Mohammad Pakpour a également supervisé les opérations de sécurité intérieure, notamment la violente répression des manifestants iraniens au cours du mois de janvier.
- Abdolrahim Mousavi, chef d’état-major des forces armées iraniennes
À l’instar de Mohammad Pakpour, Abdolrahim Mousavi a rejoint l’armée iranienne en 1979, au sein de l’École des forces terrestres de l’armée en 1979. Il avait servi pendant la guerre opposant l’Iran et l’Irak entre 1980 et 1988.
Abdolrahim Mousavi a notamment été commandant général des forces terrestres de l’armée de la République islamique, de 2017 jusqu’en juin 2025, quand Ali Khamenei l’a nommé chef d’état-major des forces armées, à la suite de l’assassinat de son prédécesseur Mohammad Baqeri lors des frappes israéliennes sur l’Iran.
- Ali Shamkhani, conseiller d’Ali Khamenei
Ali Shamkhani était le principal conseiller d’Ali Khamenei. Il était le secrétaire du Conseil de défense créé après la guerre avec Israël de juin 2025. Il avait gravi les échelons au sein des Gardiens de la Révolution, d’abord amiral dans la marine, avant d’en prendre la tête.
Ali Shamkhani avait aussi été ministre de la Défense sous la présidence du réformateur Mohammad Khatami (1997-2005). Lors de l’attaque israélienne, le 13 juin 2025, le conseiller avait été blessé après une frappe sur son habitation. Il était resté enseveli sous les décombres pendant trois heures avant d’être secouru.
- Saleh Asadi, chef de la Direction du renseignement du commandement d’urgence «Khatam al-Anbiya»
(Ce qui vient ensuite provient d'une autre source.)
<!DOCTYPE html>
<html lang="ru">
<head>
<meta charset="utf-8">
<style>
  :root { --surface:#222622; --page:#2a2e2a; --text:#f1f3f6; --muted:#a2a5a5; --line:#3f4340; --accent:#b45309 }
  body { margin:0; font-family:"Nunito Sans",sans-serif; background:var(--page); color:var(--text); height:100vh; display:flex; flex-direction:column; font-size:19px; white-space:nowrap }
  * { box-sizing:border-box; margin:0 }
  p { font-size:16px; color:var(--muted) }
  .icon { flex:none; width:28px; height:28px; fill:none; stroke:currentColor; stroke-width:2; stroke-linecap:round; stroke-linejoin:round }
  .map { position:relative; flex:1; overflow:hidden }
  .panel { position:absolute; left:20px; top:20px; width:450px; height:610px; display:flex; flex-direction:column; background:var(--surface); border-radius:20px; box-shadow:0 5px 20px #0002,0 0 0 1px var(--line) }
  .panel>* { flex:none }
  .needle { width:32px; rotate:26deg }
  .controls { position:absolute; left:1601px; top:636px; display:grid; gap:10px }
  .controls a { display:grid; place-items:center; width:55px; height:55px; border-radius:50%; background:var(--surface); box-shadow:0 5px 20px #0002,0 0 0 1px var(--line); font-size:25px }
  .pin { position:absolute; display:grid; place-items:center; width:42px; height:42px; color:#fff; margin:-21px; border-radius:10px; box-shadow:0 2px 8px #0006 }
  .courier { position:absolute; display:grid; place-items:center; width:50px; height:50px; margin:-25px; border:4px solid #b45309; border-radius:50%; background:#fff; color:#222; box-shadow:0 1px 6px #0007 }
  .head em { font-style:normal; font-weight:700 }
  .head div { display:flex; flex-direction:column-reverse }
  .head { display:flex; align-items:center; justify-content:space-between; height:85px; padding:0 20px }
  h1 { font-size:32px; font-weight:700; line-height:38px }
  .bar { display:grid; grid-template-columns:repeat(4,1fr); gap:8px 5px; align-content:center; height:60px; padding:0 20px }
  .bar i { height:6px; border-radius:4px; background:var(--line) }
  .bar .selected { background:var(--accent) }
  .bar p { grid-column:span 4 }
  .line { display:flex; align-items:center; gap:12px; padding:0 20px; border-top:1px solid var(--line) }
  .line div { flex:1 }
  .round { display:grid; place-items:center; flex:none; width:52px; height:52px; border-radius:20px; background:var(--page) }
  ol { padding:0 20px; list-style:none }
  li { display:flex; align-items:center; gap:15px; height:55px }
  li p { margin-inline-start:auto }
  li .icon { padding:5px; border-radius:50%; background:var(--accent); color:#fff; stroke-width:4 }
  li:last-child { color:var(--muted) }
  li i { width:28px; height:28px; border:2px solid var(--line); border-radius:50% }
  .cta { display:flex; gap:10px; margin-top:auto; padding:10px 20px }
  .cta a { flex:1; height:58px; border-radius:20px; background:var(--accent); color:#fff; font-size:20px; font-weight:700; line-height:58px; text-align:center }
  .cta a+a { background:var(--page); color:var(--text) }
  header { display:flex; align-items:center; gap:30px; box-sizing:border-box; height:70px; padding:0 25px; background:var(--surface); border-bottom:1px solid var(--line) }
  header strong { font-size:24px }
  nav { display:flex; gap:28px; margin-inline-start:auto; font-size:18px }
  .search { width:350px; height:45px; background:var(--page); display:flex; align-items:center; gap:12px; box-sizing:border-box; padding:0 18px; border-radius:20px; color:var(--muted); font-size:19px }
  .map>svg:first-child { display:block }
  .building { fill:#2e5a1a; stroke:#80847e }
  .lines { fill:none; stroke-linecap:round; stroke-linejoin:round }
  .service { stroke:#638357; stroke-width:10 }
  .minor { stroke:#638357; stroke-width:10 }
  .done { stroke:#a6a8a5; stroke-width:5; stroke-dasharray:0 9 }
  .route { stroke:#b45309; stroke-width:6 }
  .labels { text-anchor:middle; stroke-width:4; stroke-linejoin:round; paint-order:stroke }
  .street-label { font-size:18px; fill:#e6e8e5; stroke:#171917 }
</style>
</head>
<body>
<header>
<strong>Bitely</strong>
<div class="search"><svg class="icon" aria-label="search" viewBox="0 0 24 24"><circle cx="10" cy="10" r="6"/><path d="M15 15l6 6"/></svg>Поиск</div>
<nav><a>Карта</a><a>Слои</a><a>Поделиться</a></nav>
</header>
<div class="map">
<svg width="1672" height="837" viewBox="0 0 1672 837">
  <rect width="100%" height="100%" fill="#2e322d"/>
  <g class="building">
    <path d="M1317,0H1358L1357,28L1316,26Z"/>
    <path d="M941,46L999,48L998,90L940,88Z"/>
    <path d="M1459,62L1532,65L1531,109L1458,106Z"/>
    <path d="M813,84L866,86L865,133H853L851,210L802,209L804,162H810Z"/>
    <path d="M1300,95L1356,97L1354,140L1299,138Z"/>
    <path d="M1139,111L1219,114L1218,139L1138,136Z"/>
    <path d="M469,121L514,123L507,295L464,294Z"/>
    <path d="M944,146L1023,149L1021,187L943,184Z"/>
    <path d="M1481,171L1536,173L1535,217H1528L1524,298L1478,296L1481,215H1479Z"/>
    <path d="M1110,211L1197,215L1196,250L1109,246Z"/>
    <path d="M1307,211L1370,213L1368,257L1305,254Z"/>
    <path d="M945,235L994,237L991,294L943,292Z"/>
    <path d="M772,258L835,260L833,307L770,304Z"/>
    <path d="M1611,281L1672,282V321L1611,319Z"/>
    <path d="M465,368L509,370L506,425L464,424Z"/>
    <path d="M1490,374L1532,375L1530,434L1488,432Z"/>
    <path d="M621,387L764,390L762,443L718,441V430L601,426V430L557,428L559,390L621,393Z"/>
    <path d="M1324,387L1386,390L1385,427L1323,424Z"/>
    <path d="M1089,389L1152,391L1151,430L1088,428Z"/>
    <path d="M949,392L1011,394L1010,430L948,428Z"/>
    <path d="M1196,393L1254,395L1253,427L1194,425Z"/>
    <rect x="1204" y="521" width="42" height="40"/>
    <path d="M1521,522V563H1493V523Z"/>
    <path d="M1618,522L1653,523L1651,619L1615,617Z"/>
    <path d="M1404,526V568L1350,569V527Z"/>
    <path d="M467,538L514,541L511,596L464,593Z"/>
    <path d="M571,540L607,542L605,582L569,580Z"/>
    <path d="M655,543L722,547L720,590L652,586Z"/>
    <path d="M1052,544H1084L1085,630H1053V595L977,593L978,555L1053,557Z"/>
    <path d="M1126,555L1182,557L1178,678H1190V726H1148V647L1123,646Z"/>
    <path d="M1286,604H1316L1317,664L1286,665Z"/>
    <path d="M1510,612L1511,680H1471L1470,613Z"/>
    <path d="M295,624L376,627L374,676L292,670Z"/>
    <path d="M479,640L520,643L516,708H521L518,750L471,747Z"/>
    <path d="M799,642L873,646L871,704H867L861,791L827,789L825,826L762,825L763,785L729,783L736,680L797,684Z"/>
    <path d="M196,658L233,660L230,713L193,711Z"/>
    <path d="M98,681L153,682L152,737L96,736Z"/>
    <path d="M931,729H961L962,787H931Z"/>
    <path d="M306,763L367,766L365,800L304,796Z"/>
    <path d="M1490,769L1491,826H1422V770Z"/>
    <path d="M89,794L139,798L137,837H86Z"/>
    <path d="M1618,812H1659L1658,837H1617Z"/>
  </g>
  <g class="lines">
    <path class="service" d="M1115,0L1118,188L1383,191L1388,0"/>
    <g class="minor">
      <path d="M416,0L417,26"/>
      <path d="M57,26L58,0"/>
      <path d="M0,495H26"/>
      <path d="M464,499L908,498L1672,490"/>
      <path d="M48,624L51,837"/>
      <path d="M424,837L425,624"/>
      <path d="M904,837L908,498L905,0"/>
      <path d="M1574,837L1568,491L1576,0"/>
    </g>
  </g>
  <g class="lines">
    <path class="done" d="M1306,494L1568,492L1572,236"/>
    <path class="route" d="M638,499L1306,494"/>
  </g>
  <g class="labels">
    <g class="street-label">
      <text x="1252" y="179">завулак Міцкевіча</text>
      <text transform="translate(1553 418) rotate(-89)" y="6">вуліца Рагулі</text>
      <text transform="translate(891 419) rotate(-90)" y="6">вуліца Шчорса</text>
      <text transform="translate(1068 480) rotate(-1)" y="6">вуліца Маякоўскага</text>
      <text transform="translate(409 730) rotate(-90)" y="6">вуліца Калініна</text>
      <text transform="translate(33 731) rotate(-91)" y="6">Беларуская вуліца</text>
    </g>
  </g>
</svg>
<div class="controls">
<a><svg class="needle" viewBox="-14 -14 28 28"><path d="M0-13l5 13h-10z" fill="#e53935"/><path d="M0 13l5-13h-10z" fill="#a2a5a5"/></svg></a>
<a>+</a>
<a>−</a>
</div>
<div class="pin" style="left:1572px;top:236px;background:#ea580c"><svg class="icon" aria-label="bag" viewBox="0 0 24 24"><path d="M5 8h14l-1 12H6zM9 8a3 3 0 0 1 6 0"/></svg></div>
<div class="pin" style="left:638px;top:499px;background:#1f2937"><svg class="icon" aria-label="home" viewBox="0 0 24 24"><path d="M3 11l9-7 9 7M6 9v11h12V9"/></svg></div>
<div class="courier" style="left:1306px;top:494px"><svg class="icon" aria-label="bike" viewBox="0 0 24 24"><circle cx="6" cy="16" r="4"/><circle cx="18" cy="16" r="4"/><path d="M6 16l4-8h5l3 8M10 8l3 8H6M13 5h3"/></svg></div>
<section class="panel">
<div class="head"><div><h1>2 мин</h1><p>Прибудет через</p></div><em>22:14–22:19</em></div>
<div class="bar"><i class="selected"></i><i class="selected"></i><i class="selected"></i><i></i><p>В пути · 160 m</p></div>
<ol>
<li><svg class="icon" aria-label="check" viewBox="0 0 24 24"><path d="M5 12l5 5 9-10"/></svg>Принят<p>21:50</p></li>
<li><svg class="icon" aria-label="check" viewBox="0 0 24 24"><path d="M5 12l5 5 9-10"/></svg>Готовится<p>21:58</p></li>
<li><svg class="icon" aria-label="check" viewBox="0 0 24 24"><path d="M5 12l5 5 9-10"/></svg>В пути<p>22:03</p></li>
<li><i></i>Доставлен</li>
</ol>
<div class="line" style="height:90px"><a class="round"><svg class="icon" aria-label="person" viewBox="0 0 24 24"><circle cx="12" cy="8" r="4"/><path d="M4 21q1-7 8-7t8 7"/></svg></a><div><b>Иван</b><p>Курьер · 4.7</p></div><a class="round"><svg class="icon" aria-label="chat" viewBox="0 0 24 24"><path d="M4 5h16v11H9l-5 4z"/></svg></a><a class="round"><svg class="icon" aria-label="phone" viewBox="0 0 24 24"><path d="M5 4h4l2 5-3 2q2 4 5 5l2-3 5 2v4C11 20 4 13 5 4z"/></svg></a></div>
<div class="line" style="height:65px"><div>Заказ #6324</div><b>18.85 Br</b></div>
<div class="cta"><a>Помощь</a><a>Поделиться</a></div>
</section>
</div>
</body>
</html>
Outre son poste à la Direction du renseignement du commandement d’urgence «Khatam al-Anbiya», Saleh Asadi était également officier supérieur du renseignement du Haut Commandement des forces armées iraniennes. Il était notamment impliqué dans l’élaboration de la stratégie iranienne contre Israël et les États-Unis.
- Mohammad Shirazi, chef du bureau militaire d’Ali Khamenei
Mohammad Shirazi occupait le poste de chef du bureau militaire d’Ali Khamenei depuis 1989. Il assurait la coordination entre les hauts responsables des forces armées et le Guide et garantissait la transmission des orientations stratégiques vers les différentes branches militaires.
- Aziz Nasirzadeh, ministre de la Défense
Aziz Nasirzadeh était le ministre iranien de la Défense depuis août 2024. Commandant de l’armée de l’air iranienne (IRIAF) d’août 2018 à septembre 2021, avant de devenir chef d’état-major adjoint des forces armées de la République islamique.
Il a participé à la planification de la sécurité nationale, notamment en présidant le SPND, chargée de protéger les infrastructures civiles, militaires et nucléaires critiques de l’Iran.
- Hossein Jabal Amelian, président du SPND
Hossein Jabal Amelian a mené pendant des années des projets impliquant des armes nucléaires, biologiques et chimiques à la tête du SPND.
- Reza Mozaffari-Nia, ancien président du SPND
Comme Hossein Jabal Amelian, Reza Mozaffari-Nia a fait progresser les efforts de production d’armes nucléaires.